> _EXERCISE OBJECTIVE_:
Write out each line of the entries below that holds the word "hidden".

> _THE INPUT_:

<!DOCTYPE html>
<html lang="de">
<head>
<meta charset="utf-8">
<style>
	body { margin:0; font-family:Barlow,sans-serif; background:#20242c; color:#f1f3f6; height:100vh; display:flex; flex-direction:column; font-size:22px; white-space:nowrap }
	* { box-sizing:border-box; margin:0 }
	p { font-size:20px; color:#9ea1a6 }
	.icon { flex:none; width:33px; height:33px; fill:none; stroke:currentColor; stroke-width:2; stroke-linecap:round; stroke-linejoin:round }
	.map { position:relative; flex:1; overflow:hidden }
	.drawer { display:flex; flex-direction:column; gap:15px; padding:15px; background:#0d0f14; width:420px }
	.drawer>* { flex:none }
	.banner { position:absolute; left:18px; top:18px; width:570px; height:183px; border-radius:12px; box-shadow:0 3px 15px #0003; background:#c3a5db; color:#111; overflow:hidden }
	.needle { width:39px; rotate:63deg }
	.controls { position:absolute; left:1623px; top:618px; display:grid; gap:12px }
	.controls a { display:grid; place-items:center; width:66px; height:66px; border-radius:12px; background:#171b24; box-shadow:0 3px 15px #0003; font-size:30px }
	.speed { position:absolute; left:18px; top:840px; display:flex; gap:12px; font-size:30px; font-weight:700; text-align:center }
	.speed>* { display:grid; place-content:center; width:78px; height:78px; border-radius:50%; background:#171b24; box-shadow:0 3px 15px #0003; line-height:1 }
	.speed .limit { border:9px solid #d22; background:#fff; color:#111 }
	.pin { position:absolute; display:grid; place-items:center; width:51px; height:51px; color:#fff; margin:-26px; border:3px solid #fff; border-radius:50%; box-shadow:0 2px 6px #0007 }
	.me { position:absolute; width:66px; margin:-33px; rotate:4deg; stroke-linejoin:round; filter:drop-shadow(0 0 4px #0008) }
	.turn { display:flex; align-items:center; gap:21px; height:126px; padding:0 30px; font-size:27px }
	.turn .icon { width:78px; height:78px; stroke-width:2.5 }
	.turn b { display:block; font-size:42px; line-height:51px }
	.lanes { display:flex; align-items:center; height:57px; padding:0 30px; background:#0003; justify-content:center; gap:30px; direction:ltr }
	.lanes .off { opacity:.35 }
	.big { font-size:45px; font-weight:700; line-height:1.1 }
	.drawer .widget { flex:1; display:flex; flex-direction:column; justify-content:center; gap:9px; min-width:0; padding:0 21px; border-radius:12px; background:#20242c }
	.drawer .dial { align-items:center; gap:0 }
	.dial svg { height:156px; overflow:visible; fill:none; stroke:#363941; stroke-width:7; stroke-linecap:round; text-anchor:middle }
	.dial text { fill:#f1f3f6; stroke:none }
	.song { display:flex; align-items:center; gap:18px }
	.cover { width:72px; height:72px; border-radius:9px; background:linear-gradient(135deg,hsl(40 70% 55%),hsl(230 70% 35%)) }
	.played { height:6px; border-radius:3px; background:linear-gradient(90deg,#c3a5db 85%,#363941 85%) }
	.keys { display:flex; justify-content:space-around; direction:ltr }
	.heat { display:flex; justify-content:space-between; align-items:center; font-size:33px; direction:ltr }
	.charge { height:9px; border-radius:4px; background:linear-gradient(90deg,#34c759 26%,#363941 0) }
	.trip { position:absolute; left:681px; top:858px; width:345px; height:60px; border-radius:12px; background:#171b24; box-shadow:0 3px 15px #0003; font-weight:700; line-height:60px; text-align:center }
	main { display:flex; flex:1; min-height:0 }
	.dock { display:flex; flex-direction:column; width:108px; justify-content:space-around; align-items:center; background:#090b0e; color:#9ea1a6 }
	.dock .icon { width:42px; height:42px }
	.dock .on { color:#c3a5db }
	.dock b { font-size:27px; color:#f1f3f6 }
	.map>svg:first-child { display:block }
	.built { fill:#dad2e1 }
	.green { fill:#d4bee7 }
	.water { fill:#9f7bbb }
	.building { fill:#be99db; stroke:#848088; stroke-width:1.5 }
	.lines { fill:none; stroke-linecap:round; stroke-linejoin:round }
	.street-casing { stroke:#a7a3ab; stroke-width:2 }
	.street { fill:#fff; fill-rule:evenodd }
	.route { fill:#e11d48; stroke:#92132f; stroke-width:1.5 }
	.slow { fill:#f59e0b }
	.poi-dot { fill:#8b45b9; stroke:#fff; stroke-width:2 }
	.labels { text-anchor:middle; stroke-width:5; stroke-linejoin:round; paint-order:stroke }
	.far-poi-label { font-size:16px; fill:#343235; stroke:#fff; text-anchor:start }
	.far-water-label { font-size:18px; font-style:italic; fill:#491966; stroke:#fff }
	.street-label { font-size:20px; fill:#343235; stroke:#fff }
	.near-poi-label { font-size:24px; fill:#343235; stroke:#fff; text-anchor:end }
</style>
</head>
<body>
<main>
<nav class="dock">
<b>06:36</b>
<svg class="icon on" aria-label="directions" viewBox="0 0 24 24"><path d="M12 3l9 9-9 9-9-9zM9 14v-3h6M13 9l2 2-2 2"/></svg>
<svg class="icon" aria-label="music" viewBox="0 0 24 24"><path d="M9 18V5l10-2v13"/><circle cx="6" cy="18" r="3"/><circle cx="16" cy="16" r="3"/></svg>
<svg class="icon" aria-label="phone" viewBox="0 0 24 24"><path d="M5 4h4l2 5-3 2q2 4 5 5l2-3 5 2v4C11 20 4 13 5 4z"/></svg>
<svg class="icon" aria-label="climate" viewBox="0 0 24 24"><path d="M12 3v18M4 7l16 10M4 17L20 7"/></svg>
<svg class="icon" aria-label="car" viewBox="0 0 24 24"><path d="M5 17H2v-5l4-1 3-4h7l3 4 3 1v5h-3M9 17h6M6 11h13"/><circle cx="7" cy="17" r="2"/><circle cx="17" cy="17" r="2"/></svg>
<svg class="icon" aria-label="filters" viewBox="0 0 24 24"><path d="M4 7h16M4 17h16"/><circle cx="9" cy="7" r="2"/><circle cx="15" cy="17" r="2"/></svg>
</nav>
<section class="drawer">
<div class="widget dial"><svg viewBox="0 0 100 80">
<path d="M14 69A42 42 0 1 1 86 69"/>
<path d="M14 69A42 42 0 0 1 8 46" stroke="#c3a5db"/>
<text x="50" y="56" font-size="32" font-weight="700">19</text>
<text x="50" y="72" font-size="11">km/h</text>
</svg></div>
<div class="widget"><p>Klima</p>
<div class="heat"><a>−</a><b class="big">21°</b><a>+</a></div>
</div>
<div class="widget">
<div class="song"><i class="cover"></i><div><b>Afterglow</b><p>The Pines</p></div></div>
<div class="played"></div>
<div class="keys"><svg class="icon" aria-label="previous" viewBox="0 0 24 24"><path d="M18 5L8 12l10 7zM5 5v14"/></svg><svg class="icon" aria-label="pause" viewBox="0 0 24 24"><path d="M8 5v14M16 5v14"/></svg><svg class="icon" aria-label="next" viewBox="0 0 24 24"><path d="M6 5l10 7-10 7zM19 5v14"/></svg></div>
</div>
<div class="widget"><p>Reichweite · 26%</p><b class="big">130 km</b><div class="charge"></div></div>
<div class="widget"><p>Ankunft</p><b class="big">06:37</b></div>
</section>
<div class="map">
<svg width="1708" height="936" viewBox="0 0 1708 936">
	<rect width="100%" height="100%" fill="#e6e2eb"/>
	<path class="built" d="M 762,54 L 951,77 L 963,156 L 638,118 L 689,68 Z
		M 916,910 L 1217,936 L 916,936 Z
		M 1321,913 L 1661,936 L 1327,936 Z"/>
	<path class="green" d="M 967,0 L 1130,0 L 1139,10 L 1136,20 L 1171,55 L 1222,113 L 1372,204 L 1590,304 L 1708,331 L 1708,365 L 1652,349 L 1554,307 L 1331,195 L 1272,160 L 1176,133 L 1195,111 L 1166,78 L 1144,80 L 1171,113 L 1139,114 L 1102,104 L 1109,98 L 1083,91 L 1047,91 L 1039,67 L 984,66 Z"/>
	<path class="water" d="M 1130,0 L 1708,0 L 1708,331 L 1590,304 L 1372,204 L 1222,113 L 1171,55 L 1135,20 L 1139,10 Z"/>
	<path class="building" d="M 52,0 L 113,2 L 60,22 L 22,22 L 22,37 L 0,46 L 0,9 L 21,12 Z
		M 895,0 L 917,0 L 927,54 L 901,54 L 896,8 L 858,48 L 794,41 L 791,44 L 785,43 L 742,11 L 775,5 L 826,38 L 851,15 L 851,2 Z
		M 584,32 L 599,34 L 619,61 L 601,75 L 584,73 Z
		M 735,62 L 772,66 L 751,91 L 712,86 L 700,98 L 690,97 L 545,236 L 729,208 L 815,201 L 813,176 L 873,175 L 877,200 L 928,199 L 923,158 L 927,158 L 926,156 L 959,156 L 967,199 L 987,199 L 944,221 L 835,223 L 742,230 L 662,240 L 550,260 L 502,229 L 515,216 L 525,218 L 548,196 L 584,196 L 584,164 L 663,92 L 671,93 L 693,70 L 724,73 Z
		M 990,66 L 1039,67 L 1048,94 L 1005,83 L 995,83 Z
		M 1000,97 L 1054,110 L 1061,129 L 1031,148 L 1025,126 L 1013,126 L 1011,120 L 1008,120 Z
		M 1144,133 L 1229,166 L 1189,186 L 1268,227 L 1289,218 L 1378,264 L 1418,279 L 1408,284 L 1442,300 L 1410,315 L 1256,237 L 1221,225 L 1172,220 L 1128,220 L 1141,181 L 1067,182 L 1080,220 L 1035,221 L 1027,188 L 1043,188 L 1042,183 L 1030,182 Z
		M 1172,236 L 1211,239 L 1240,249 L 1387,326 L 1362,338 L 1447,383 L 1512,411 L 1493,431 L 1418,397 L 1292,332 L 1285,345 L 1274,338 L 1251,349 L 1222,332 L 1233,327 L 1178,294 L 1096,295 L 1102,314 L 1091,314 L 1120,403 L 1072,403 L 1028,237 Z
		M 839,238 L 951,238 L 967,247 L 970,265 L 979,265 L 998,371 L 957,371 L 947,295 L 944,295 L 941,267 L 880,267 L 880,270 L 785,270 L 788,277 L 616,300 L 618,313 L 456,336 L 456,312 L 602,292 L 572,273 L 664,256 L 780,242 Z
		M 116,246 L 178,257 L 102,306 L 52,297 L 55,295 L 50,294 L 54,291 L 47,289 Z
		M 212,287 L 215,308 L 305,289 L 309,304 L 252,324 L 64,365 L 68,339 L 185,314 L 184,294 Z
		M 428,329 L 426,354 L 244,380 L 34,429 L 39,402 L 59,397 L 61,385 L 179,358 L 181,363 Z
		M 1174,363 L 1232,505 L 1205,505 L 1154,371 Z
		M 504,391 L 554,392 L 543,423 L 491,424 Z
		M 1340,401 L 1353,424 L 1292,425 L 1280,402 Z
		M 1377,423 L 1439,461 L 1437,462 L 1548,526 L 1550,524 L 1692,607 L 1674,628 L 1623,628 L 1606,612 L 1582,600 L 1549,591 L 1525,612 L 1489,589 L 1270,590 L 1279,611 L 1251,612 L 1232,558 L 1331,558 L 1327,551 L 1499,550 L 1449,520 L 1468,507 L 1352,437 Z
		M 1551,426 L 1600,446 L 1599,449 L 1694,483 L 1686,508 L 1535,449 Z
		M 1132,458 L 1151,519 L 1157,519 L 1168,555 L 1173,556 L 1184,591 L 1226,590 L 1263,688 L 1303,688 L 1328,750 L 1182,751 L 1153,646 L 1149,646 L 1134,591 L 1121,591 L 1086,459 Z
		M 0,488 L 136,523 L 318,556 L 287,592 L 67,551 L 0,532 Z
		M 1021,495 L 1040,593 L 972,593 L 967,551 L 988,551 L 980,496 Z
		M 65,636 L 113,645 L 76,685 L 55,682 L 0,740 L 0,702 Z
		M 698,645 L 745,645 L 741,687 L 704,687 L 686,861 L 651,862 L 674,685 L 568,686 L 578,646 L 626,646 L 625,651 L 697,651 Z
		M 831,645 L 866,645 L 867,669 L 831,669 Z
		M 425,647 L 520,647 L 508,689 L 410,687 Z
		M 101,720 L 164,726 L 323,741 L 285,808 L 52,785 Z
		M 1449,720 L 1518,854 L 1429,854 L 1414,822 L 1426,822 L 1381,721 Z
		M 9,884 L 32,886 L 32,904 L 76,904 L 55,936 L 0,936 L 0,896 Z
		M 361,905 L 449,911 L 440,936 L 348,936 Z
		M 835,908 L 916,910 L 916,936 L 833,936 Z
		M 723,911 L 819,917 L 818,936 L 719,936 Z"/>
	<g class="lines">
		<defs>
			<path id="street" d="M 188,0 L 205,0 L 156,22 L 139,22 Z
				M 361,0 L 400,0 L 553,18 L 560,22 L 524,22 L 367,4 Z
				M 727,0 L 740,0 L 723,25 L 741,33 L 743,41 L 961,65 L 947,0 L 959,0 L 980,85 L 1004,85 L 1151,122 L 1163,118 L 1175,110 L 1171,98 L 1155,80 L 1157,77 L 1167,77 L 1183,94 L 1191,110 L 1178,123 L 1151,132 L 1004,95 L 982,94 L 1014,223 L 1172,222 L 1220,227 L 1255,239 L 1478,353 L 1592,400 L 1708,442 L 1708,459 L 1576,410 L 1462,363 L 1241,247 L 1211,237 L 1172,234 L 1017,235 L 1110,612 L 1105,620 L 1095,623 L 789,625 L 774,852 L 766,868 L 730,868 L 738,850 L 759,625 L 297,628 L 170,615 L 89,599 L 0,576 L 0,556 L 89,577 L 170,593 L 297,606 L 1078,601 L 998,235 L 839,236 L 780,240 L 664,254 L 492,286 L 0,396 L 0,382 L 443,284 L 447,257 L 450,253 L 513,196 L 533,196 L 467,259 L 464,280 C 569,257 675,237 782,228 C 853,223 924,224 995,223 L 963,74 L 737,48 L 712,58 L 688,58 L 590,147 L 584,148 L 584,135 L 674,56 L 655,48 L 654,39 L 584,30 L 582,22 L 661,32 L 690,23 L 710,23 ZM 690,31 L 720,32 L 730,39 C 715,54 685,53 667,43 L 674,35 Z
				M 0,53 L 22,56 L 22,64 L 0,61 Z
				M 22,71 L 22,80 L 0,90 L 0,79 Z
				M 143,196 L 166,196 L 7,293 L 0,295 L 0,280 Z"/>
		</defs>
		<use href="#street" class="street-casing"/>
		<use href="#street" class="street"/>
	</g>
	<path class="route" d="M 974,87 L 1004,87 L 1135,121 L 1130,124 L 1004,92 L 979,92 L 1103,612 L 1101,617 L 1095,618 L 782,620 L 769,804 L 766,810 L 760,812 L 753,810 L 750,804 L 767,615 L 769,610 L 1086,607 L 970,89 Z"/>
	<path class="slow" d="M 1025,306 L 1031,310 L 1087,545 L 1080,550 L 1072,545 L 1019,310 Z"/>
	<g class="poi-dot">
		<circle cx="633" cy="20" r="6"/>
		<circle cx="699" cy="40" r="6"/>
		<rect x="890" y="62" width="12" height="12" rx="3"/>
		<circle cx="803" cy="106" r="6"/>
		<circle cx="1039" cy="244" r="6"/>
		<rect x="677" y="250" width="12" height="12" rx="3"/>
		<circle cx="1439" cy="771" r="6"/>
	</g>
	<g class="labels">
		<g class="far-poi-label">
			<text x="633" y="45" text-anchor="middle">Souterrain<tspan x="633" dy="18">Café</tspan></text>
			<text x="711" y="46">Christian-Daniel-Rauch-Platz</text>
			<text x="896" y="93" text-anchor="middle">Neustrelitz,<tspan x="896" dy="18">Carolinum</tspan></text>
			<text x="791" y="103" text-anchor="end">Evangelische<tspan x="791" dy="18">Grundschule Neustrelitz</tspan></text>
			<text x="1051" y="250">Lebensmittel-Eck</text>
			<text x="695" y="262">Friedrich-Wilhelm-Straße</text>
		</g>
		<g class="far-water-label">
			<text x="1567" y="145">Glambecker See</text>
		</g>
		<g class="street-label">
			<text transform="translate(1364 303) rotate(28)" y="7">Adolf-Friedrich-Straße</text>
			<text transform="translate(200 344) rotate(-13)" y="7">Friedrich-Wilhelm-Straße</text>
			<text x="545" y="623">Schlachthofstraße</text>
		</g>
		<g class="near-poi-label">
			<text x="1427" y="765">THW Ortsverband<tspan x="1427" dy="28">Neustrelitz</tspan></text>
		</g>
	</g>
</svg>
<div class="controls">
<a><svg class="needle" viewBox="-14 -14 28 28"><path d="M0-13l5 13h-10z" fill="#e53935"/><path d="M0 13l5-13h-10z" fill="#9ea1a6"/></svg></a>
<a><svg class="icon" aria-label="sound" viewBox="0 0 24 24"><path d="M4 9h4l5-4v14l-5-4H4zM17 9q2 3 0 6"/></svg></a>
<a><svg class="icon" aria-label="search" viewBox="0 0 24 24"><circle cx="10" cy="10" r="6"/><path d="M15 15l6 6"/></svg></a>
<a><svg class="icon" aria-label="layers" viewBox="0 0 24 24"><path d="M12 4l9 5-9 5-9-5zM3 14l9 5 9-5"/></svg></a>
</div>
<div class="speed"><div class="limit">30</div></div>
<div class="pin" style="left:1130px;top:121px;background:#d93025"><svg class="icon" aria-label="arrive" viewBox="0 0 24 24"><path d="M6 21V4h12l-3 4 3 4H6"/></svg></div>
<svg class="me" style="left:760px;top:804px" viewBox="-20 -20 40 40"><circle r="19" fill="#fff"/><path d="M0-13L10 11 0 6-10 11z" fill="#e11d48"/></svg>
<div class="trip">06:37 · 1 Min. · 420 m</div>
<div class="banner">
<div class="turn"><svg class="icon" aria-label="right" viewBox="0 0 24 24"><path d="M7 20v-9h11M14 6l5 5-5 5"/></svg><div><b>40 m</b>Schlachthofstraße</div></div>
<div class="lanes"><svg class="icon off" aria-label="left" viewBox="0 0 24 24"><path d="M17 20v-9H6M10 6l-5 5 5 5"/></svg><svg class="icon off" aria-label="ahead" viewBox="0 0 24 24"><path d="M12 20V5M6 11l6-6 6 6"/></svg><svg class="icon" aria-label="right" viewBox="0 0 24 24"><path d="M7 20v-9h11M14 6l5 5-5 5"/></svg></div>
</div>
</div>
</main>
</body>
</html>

> _ANSWER BOX_:
	.map { position:relative; flex:1; overflow:hidden }
	.banner { position:absolute; left:18px; top:18px; width:570px; height:183px; border-radius:12px; box-shadow:0 3px 15px #0003; background:#c3a5db; color:#111; overflow:hidden }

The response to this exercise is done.